With eight brilliantly observed and sharply told monologues by eight distinct and unforgettable characters, 23-year-old London playwright Ella Hickson has defined her generation its own terms. Each character offers a refreshingly offbeat take on growing up in a world where EVERYTHING has become acceptable. They've all got something to say. The question is, do you want to hear it?
1. Millie - Wielding a tennis racquet, quoting Betjeman and offering an indomitable service of meat and two veg; our Millie has just the remedy for recession-weary bankers. Millie wears Madame Hawke.
2. Mona - Daughter of a bohemian mother, Mona is searching for a little security and the vestry of St. Barnabus provides what she needs. But it's a questionable 'divine encounter' that keeps her there; devotion or delusion - you decide. Mona wears Nom*D.
3. Danny - Danny re-lives his tour of duty in Iraq before returning home and taking up his old hobby of body-building - but this time he's doing it in a morgue.

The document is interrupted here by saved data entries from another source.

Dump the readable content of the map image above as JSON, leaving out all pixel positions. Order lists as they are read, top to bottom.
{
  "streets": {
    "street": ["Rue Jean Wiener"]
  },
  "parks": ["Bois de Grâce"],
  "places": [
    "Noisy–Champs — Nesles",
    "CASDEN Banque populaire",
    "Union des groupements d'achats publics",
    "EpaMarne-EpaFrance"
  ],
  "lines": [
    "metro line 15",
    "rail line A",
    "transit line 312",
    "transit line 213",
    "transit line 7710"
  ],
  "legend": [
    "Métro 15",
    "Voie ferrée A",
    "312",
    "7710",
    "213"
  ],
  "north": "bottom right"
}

Danny wears Workshop.
4. Bobby - Three weeks before Christmas, and down on her luck, she becomes a home-help for local lady, Mrs. Beaton. Together this odd couple discover some Christmas magic in the most unlikely of places. Bobby is dressed by her local op shop.
5. Astrid - After a big night out, Astrid creeps home and slips back into bed along-side long term boyfriend, Ben. In the hush of dawn we hear her confession and have to decide whether she is the cheat or the cheated. Astrid wears Lonely Hearts.
6. Miles - An American glory-boy, Miles was king of the trading floor before Merrill Lynch decided to send him to the London office in the summer of 2005. On July 7th, 2005 Miles boards a bus to Hackney Wick and the American dream explodes. Miles wears Mandatory.
7. Andre - originally Andrew, arrives at his trendy gallery one morning to find his boyfriend has left him in a most unexpected way - but why? Listen as Andre pieces it together, giving us an hilariously damning portrait of the contemporary art world along the way. Andre is dressed by Marvel Menswear.
8. Jude - On a summer exchange in the South of France, 18-year-old Jude is placed with 60-year-old Clara Moretti. Teenage obsession, with all its vigour, plays out with unexpected consequences - idols can't stay idols forever. Jude is dressed by his mum.
Exclusive fashion and dynamic character - choose your perfect night out!
Cast your vote at www.eight-circa.com.
"Superbly simple, slick and effective, you're blown away ... a truly impressive and exciting night of theatre; Ella Hickson is a huge writing talent." - The Scotsman
Running time: Approx 1 hour and 20 minutes (no interval)
Need help deciding who to choose? Check out the preview video on The Dominion Post website for a sneak peek into all the characters!
Cast and crew
Starring Chelsea Bognuda, Jonathan Kenyon, Jessica Robinson, Paul Waggott
05 August − 03 September
Tuesday through Saturday 7.30pm
Sunday 4.30 pm
Running time: Approx 1 hour and 20 minutes (no interval)
$33 Friends of Circa (to 18 August)
$39 Groups 6+
$36 Groups 20+
$25 Under 25s
$25 Specials Friday 5 August and Sunday 7 August
Relevant, Revelatory and Entertaining
Reviewed by Caoilinn Hughes, Theatreview, 7 August 2011
Please note: Contains Spoilers
Four talented performers play eight different characters/ monologues in the production of British writer Ella Hickson's Eight currently running at Circa Theatre. The catch is that we only get to see six of these performances. The play is marketed on its quirk: the audience has to vote which six monologues they want to see before the show. We have to accept the consequences of our choices and heed the feeling of ‘missing out' as being the point: the modern world is full of choices and we continually leave things behind.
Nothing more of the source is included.